The government reduced import duty on various categories of electric vehicles in a late night notification on January 29. An EV with disassembled battery pack, motor, brake system, and others which are not mounted on chassis will attract import duty of 10 percent, while an EV with assembled battery pack, and rest being same as the previous category will attract import duty of 15 percent. A complete EV being imported will attract a duty of 25 percent.
The idea behind such differentiation is based on the theory that the product that leads to value addition in India, in terms of job, should be least taxed while the product that leads to no value addition in India should be taxed the most. This was pitched by NITI Aayog during the global transportation summit, MOVE.
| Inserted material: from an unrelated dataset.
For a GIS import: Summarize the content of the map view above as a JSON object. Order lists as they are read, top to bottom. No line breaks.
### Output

Expressing optimism towards brighter future of EVs, Society of Manufacturers of Electric Vehicles (SMEV), said in a statement that in the absence of any “substantial announcement”, the society expects the government to “announce specific action plans to reach one million EVs in India by 2021”.
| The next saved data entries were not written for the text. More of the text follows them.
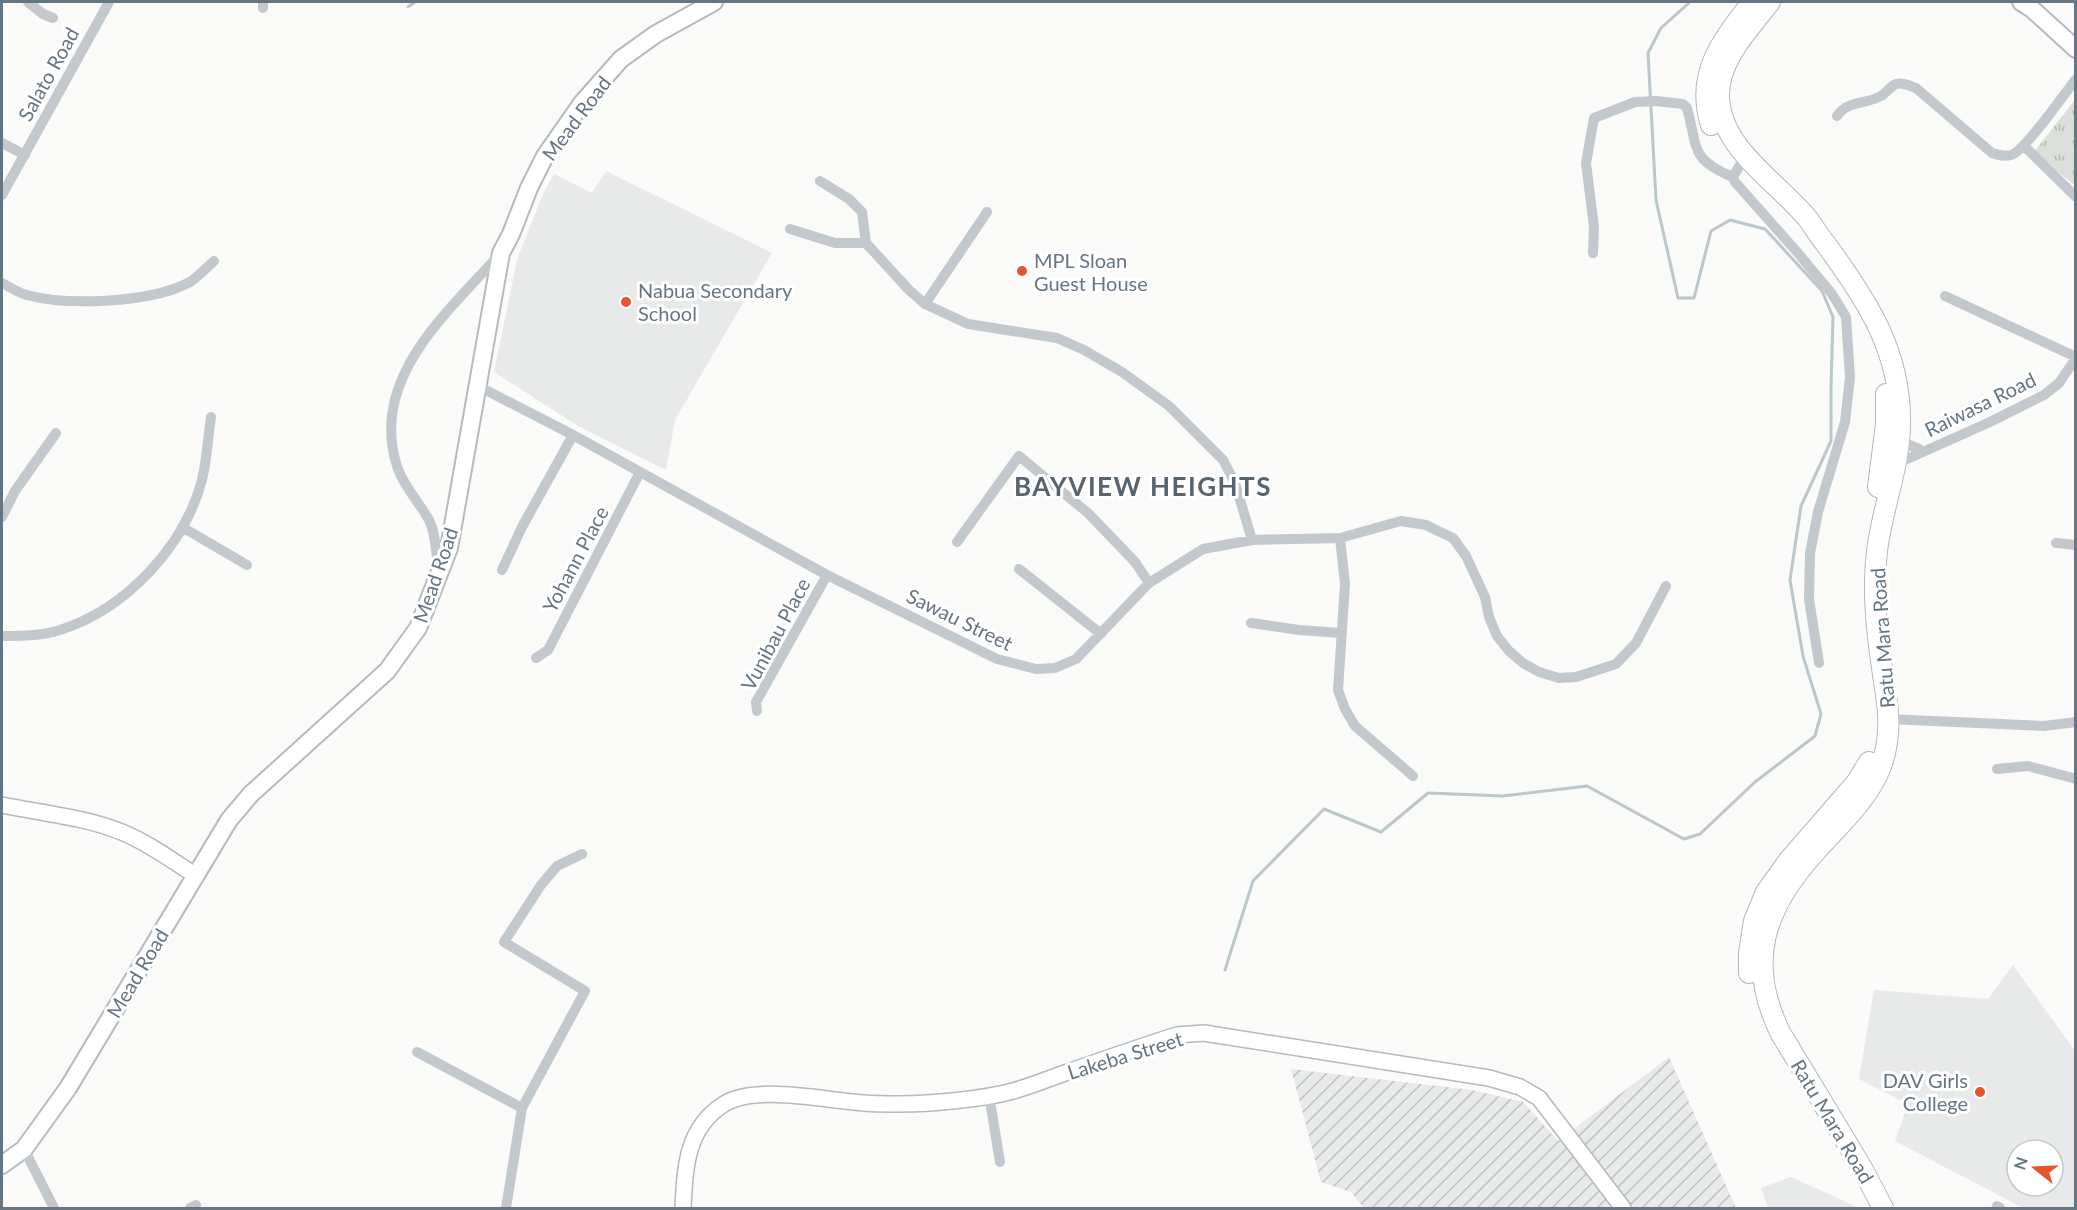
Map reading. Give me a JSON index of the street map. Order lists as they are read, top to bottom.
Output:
{
  "streets": {
    "highway": ["Ratu Mara Road"],
    "main road": ["Mead Road", "Lakeba Street"],
    "street": [
      "Salato Road",
      "Raiwasa Road",
      "Yohann Place",
      "Sawau Street",
      "Vunibau Place"
    ]
  },
  "crossings": [
    ["Mead Road", "Sawau Street"],
    ["Raiwasa Road", "Ratu Mara Road"],
    ["Yohann Place", "Sawau Street"],
    ["Sawau Street", "Vunibau Place"]
  ],
  "districts": ["BAYVIEW HEIGHTS"],
  "places": ["MPL Sloan Guest House", "Nabua Secondary School", "DAV Girls College"],
  "north": "left"
}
The society, however, was happy at that EVs finally found mention in budgets.
“The PM’s and FM’s mission of bringing an electric vehicle revolution to India by 2030 is a truly path-breaking move and will surely provide much needed impetus to the industry,” the society said, adding “we hope that the government would soon announce a concrete plan of action with its time bound implementation to fulfill its stated vision”.
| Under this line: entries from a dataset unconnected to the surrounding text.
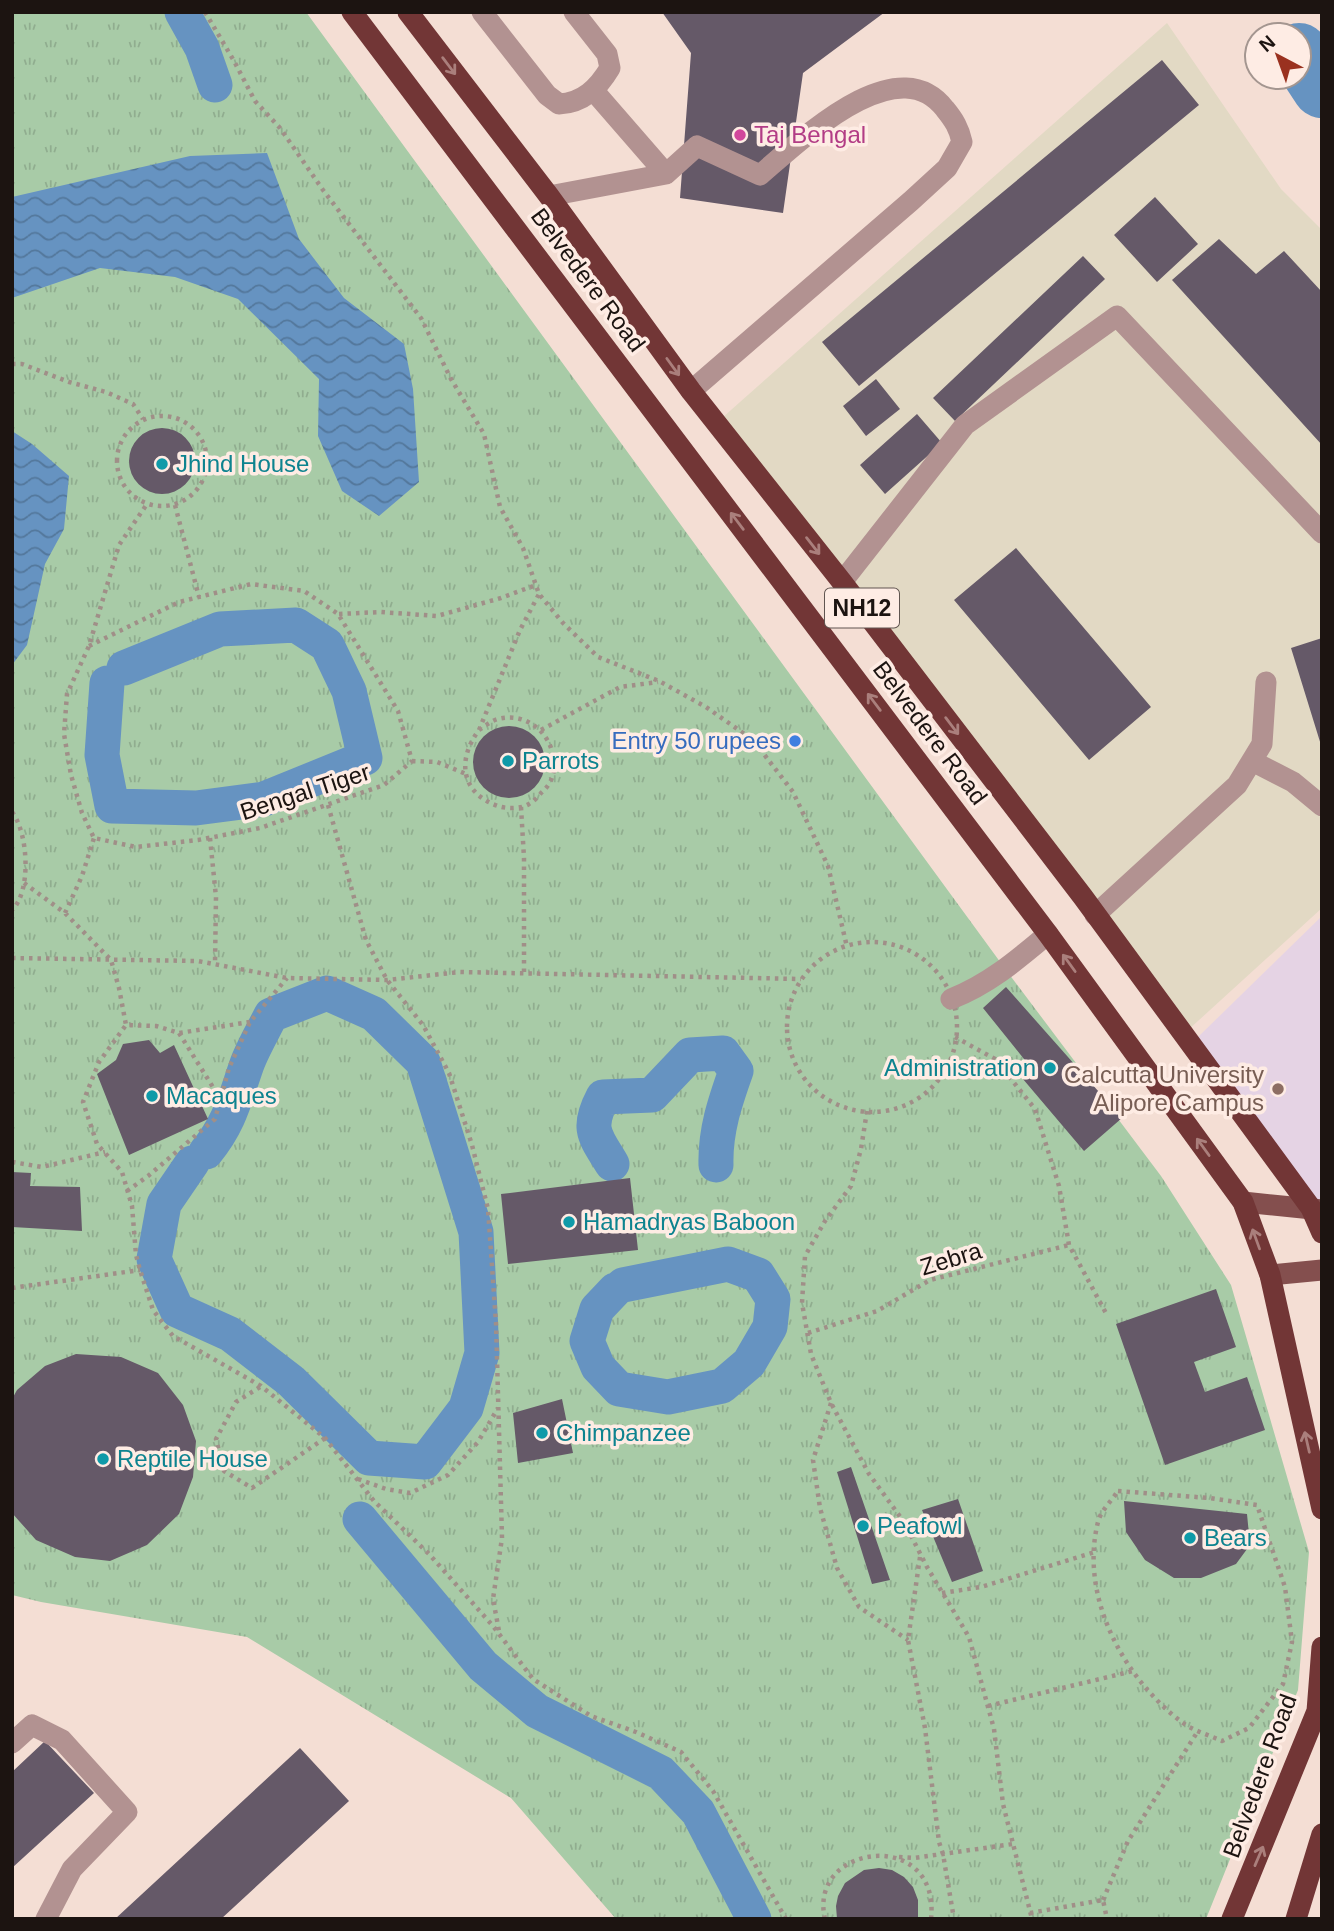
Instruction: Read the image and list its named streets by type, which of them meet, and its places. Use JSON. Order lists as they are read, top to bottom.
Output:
{
  "streets": {
    "highway": ["Belvedere Road", "NH12"],
    "path": ["Bengal Tiger", "Zebra"]
  },
  "places": [
    "Taj Bengal",
    "Jhind House",
    "Entry 50 rupees",
    "Parrots",
    "Administration",
    "Calcutta University Alipore Campus",
    "Macaques",
    "Hamadryas Baboon",
    "Chimpanzee",
    "Reptile House",
    "Peafowl",
    "Bears"
  ],
  "north": "top left"
}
SMEV had demnaded a Rs 2,000 crore courpus for Evs, spread over two years and clear vision on FAME-II policy from the budget.
The sale of electric vehicles gained momentum in India after 14 of the 20 most polluted cities in the world were found to be in India. Furthermore, India’s crude oil import bill, essentially to support petrol and diesel based cars, is close to $ 81 billion.
The government had formulated Faster Adoption and Manufacturing of Electric (& hybrid) vehicles Scheme (FAME scheme) to support sale of electric vehicles. The scheme was started in 2015 to provide subsidy to electric car manufacturers. The first phase of this scheme is in place till March 2019.
The second phase of the scheme is being worked out with the government earlier deciding to allocate Rs 5,500 crore for the scheme. This would have included Rs 1,000 crore for setting up charging infrastructure and Rs 4,500 crore as manufacturers’ subsidy.
The scheme, however, was not approved by the PMO as it suggested to devise a plan that would bring down the cost of batteries, consequently reducing the cost of the entire vehicle.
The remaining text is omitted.